[Collected data]
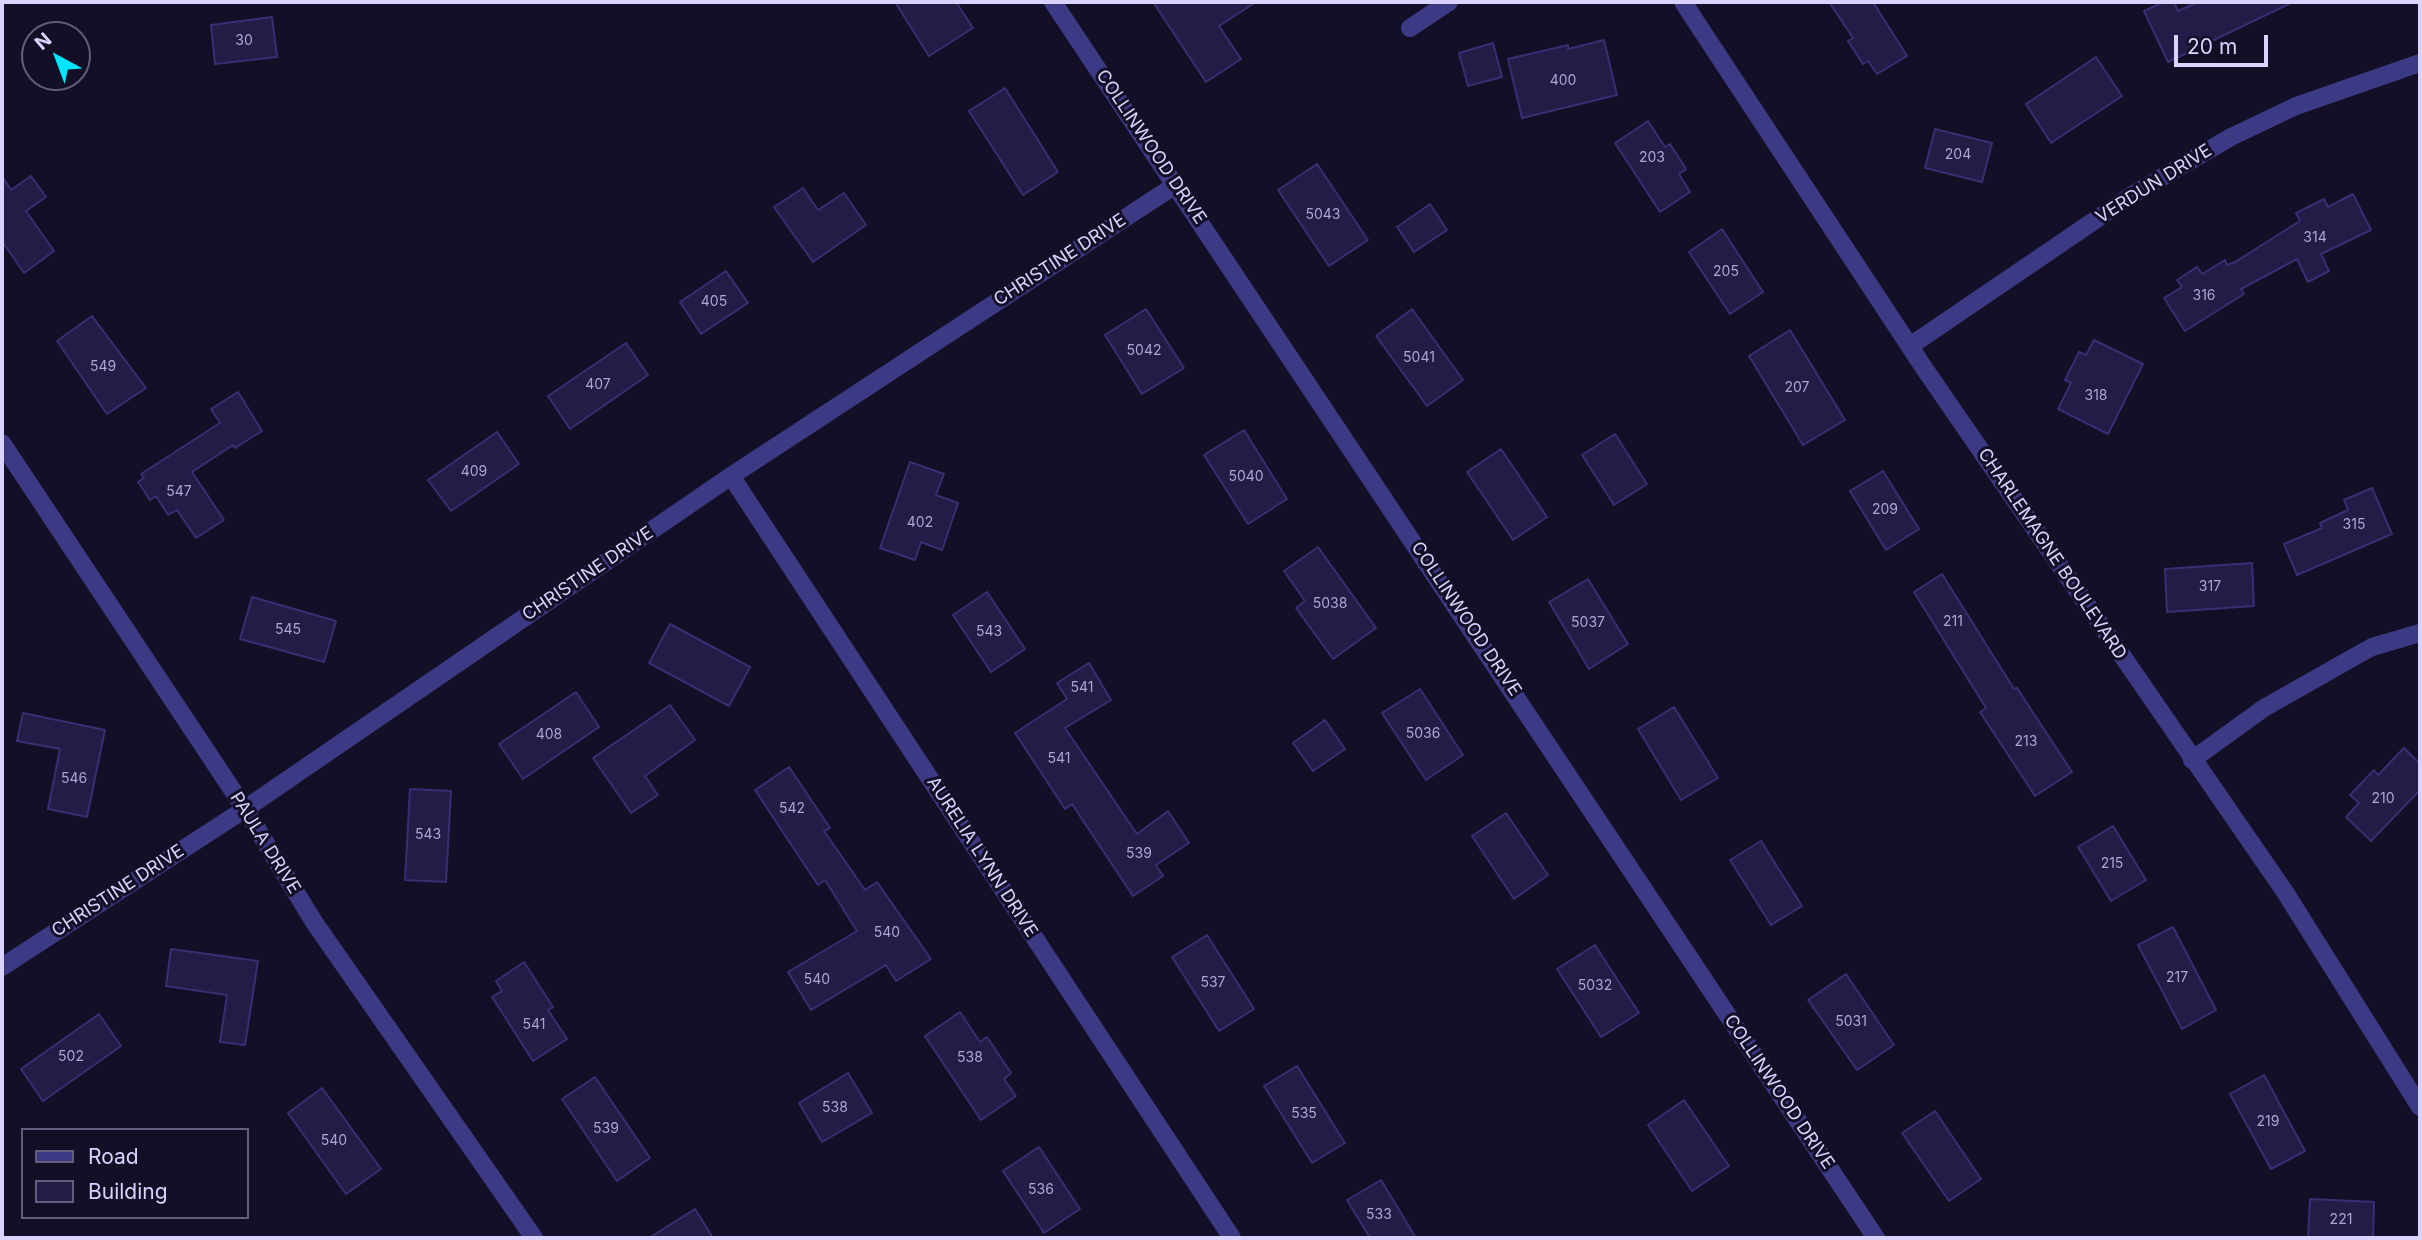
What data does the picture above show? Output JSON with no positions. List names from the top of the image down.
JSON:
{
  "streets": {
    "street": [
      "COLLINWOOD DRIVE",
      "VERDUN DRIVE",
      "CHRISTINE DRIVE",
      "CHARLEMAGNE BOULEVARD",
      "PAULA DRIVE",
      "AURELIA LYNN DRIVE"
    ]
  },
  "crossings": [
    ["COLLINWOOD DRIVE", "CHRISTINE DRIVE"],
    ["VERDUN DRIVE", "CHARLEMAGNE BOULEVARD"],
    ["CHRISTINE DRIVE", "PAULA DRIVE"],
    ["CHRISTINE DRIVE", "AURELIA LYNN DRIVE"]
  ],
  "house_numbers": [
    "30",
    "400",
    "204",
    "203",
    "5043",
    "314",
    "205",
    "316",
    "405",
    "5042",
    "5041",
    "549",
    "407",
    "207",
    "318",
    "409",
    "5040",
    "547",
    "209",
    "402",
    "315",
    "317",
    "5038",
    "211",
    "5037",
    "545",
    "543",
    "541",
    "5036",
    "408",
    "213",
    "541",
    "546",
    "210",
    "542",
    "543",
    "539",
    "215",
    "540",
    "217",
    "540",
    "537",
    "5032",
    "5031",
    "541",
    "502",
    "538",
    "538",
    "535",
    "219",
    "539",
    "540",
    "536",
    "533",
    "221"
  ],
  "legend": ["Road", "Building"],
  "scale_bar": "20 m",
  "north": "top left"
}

(What to work on): Scan the data for lines containing "CHRISTINE" and copy all of them.

(Solution below):
      "CHRISTINE DRIVE",
    ["COLLINWOOD DRIVE", "CHRISTINE DRIVE"],
    ["CHRISTINE DRIVE", "PAULA DRIVE"],
    ["CHRISTINE DRIVE", "AURELIA LYNN DRIVE"]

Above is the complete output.